## [What you are asked to do]
Return the run of lines below that opens with the line containing "function fill(path, color)" and closes with the line containing "M213 467 202 512 4 670V629Z", keeping each one exact.

## [Provided material]
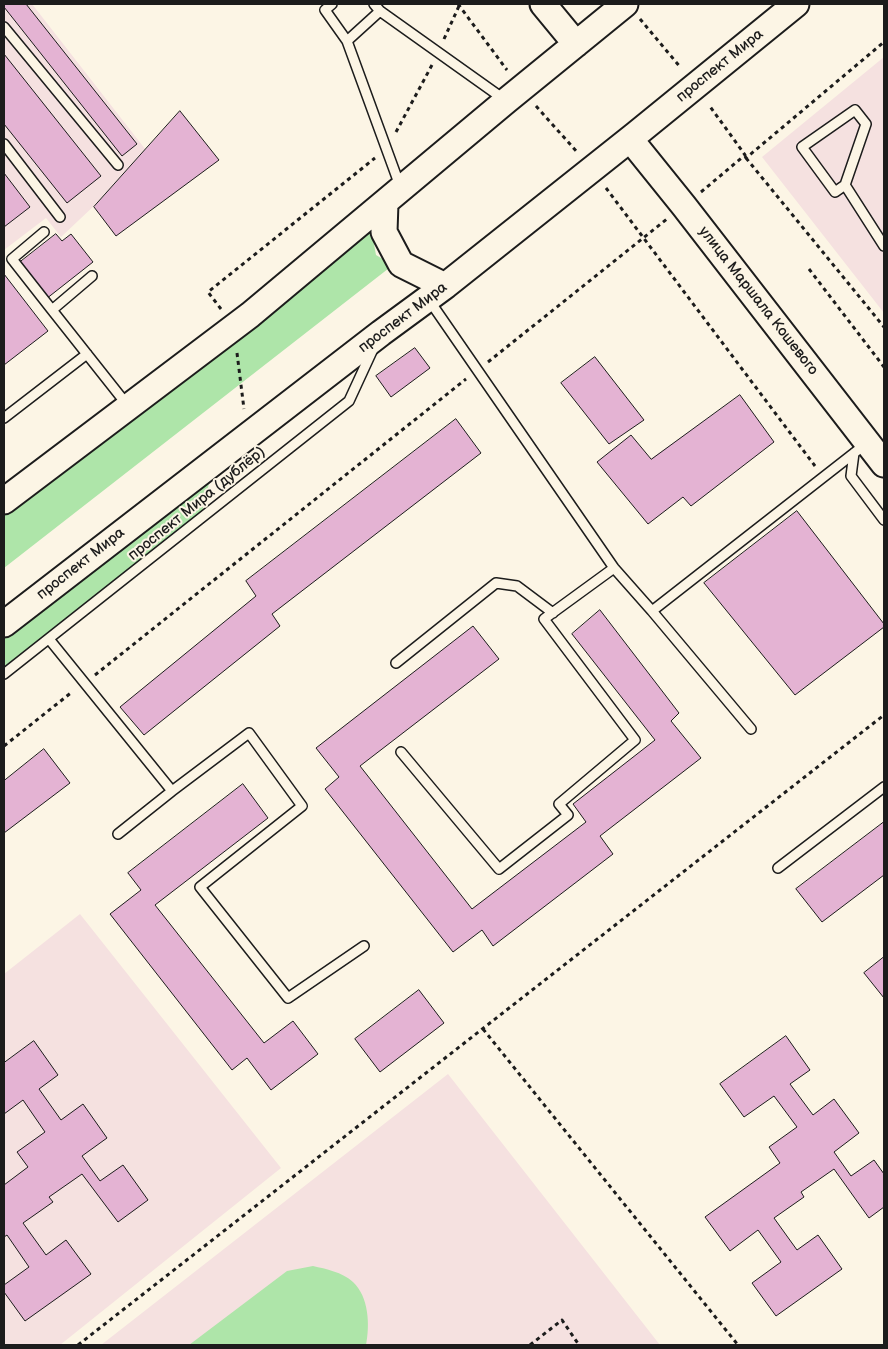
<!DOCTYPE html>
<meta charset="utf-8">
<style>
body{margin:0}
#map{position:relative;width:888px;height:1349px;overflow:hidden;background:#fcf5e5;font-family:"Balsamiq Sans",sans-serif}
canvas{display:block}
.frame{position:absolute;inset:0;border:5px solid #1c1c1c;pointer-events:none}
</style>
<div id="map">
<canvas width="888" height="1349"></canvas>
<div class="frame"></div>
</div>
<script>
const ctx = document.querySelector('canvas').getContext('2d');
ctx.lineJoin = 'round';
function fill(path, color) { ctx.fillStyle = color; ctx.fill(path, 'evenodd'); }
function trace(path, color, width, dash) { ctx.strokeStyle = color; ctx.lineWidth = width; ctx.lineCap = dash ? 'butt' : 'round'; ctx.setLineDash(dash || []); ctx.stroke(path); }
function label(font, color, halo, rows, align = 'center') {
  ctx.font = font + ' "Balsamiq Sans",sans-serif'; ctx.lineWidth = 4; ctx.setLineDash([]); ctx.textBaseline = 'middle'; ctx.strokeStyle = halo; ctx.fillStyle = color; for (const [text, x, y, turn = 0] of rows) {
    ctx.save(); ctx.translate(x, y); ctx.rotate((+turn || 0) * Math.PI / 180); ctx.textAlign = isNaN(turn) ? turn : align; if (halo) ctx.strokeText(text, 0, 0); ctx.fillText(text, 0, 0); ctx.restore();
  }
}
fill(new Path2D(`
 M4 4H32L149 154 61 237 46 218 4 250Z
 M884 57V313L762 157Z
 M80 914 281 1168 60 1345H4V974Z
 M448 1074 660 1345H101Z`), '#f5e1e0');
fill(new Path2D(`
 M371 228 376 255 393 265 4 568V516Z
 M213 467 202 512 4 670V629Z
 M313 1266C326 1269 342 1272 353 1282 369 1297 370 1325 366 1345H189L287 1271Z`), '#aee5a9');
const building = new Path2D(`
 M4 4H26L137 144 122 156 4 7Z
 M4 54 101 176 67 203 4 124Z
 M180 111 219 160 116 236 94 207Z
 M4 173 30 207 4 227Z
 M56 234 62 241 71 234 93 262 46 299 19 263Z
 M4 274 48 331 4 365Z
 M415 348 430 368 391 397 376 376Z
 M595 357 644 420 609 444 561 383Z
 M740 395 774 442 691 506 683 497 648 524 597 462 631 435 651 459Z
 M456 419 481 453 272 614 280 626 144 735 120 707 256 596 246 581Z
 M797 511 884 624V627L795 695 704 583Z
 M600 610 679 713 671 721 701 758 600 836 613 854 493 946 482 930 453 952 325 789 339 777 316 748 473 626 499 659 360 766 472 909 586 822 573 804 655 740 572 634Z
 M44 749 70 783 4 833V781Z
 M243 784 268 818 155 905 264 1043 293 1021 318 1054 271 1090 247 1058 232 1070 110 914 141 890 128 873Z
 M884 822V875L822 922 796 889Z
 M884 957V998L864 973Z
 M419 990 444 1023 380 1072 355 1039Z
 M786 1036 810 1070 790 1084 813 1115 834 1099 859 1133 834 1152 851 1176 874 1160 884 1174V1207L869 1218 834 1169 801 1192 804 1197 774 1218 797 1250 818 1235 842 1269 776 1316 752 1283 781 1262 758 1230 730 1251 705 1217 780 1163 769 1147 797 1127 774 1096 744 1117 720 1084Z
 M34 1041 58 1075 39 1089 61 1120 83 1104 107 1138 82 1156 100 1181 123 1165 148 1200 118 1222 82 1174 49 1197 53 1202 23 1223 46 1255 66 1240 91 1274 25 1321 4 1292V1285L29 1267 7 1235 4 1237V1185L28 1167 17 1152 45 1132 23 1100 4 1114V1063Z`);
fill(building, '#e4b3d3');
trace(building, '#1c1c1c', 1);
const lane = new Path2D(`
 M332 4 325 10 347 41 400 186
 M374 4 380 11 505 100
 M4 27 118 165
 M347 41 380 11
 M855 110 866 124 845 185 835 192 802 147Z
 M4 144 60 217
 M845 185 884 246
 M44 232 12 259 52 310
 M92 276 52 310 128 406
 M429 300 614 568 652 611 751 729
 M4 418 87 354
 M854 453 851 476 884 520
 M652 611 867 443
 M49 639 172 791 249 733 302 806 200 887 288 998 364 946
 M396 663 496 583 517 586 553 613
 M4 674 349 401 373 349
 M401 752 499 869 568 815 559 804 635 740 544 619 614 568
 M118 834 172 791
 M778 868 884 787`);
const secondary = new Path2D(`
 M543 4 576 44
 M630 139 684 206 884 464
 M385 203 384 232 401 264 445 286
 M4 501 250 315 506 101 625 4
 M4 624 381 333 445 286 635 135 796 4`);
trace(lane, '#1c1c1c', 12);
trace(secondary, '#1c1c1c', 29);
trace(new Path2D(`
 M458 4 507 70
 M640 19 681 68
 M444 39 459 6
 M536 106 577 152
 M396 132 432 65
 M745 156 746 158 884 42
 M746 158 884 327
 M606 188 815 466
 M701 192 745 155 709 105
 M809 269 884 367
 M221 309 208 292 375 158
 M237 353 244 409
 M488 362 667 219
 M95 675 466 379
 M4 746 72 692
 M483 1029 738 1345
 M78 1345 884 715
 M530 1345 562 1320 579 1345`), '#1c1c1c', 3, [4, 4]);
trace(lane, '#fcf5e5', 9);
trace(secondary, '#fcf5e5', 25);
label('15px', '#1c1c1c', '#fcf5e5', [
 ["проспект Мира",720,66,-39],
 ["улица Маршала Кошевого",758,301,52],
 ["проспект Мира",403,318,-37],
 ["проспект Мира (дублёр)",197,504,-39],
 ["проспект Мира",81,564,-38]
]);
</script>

==

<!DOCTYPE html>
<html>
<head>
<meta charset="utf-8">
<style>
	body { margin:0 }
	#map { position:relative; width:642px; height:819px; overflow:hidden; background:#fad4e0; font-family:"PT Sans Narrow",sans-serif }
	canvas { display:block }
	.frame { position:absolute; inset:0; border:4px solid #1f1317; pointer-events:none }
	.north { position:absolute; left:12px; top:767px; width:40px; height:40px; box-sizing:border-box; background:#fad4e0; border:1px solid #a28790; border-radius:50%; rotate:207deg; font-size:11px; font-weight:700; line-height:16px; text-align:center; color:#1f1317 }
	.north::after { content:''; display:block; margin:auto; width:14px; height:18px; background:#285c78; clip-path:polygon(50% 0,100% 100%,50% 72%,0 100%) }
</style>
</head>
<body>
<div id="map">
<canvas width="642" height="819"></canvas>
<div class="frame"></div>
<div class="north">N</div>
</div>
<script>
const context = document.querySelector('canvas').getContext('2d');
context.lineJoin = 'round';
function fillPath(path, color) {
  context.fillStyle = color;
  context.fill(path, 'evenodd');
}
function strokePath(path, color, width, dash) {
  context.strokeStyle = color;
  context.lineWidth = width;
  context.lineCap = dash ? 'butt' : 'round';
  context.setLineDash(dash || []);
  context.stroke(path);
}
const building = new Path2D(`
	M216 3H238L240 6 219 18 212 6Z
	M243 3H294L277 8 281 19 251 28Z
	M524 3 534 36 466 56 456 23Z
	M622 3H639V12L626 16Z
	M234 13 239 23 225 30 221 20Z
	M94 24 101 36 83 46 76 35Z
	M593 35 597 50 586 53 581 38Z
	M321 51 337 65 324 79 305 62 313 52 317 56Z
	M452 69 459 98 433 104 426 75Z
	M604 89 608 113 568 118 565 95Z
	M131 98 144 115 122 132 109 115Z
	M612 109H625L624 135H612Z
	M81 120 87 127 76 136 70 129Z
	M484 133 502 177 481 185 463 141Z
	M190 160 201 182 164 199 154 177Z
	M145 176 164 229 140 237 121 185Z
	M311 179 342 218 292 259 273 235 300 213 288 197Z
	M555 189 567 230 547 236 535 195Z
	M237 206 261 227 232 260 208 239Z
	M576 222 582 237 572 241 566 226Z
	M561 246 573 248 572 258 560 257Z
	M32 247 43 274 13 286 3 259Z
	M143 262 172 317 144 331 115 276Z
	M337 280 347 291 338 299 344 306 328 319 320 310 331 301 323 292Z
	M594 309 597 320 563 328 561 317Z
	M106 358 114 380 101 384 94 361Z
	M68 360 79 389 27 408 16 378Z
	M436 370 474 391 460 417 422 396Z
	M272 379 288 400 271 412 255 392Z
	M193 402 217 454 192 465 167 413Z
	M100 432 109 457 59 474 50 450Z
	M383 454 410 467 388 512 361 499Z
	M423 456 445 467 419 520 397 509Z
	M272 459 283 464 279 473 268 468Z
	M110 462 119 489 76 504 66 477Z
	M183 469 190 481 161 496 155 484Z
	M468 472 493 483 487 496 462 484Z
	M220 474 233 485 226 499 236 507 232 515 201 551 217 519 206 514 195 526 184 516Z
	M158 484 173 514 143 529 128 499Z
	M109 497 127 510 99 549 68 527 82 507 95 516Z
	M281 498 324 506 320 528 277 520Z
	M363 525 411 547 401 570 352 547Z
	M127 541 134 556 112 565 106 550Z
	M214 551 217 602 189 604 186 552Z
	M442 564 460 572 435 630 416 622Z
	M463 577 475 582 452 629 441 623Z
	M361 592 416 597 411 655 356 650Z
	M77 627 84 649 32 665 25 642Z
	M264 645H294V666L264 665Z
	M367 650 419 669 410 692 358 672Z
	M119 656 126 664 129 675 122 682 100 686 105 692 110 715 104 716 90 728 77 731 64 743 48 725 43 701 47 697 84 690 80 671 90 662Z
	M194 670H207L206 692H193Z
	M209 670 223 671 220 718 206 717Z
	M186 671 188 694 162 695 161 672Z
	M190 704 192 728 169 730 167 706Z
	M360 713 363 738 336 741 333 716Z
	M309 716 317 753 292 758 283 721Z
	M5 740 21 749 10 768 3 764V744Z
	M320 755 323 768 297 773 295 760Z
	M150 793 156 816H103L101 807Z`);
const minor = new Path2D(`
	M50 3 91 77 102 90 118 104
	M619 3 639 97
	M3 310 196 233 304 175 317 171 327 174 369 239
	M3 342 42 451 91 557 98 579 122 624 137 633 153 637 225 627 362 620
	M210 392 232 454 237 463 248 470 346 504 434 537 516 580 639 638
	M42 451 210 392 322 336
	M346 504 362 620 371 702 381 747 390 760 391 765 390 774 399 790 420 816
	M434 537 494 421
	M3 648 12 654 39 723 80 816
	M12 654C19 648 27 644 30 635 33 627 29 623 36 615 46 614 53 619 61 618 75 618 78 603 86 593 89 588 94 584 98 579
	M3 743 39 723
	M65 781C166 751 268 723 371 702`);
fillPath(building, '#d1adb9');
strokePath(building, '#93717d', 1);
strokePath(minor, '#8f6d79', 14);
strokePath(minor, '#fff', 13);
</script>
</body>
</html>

## [Solution for this exercise]
function fill(path, color) { ctx.fillStyle = color; ctx.fill(path, 'evenodd'); }
function trace(path, color, width, dash) { ctx.strokeStyle = color; ctx.lineWidth = width; ctx.lineCap = dash ? 'butt' : 'round'; ctx.setLineDash(dash || []); ctx.stroke(path); }
function label(font, color, halo, rows, align = 'center') {
  ctx.font = font + ' "Balsamiq Sans",sans-serif'; ctx.lineWidth = 4; ctx.setLineDash([]); ctx.textBaseline = 'middle'; ctx.strokeStyle = halo; ctx.fillStyle = color; for (const [text, x, y, turn = 0] of rows) {
    ctx.save(); ctx.translate(x, y); ctx.rotate((+turn || 0) * Math.PI / 180); ctx.textAlign = isNaN(turn) ? turn : align; if (halo) ctx.strokeText(text, 0, 0); ctx.fillText(text, 0, 0); ctx.restore();
  }
}
fill(new Path2D(`
 M4 4H32L149 154 61 237 46 218 4 250Z
 M884 57V313L762 157Z
 M80 914 281 1168 60 1345H4V974Z
 M448 1074 660 1345H101Z`), '#f5e1e0');
fill(new Path2D(`
 M371 228 376 255 393 265 4 568V516Z
 M213 467 202 512 4 670V629Z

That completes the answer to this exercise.